A travel and lifestyle blog

Monday, 28 May 2018

Dippy eggs and anchovy butter

Is there anything more English than eating dippy eggs and soldiers while watching the Royal Wedding highlights in bed on a Sunday? Maybe some pimms...but since it was 10am in the morning I think I can be excused for having a cup of tea with this instead haha.

Eggs and soldiers are great...but do you know what makes it even better? Creamy anchovy butter. Heaven. I have this all the time now after trying it in a restaurant and so long as you have fresh bread you really can't tell the difference between the restaurant kind and home-made. It's so more-ish.

Here's how you can make it too:

For the butter:
125g unsalted butter
1 1/2 tbsp garlic (freshly chopped)
Lots of cracked black pepper
4 Anchovy fillets
1 tbsp of cayenne pepper
The juice of 1/4 lemon (not all of it - just for a bit of a kick)

For the rest:
2 eggs per person (at room temperature)
Chunks of fresh bread

For the anchovy butter, chop everything up and blitz it. I cut the butter into 1cm cubes and the anchovies and garlic into genuinely tiny tiny squares as small as I could to make it easier to blend. Then I added the lemon juice to taste.
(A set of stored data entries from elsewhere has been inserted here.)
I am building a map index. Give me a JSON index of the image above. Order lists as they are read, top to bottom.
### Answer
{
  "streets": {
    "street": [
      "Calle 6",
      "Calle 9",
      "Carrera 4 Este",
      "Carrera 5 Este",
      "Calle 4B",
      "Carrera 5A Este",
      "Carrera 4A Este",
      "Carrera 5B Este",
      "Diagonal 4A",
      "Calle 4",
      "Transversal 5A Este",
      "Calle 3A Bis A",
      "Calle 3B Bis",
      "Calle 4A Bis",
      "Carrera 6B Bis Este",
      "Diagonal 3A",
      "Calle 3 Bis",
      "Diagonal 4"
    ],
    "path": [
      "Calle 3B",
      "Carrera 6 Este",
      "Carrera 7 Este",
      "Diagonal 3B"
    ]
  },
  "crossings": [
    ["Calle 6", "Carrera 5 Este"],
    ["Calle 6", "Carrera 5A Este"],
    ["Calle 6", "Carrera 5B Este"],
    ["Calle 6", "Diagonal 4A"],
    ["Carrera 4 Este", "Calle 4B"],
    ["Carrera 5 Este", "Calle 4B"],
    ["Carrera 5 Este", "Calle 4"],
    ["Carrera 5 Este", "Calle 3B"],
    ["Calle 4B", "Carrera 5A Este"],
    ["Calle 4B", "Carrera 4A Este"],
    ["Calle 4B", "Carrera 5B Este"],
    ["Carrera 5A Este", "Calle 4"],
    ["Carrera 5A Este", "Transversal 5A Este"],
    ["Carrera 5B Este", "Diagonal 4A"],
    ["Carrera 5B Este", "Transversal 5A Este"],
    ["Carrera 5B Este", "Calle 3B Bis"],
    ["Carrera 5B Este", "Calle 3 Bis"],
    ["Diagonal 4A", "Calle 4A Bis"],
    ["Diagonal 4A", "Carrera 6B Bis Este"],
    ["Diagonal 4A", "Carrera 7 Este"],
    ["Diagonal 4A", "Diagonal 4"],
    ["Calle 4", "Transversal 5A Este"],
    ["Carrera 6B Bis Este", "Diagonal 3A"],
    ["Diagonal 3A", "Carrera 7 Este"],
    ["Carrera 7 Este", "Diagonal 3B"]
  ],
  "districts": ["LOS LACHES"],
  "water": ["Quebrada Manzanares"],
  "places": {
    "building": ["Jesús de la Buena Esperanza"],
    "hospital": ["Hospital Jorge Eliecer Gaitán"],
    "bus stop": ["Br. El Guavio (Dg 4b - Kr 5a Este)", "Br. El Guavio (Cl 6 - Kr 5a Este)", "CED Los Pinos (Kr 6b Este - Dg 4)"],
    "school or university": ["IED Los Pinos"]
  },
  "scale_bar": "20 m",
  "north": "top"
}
It's good to use straight away but keeps well so I rolled up the excess in clingfilm, formed it into a sausage shape and kept it in the fridge. You can slice and put on top of steaks or potatoes for a fancy dinner.

For me the perfect boiled egg is 6 minutes. A runny yolk but a cooked white. If you want it more/less set just add or take away 1 minute.

I prepped the eggs and slathered the anchovy butter liberally on toast. I like to stack up my 'soldiers' like jenga usually but I'm on a slight diet so I only had one piece *tiny violins*.


Literally the fanciest breakfast in bed ever and so easy- especially once the butter is made. Such a great way to make an impressive brunch in less than 10 minutes.

I hope you love it as much as I do. Now I'm just going to go brush my teeth before I breathe on people and they pass out in shock haha.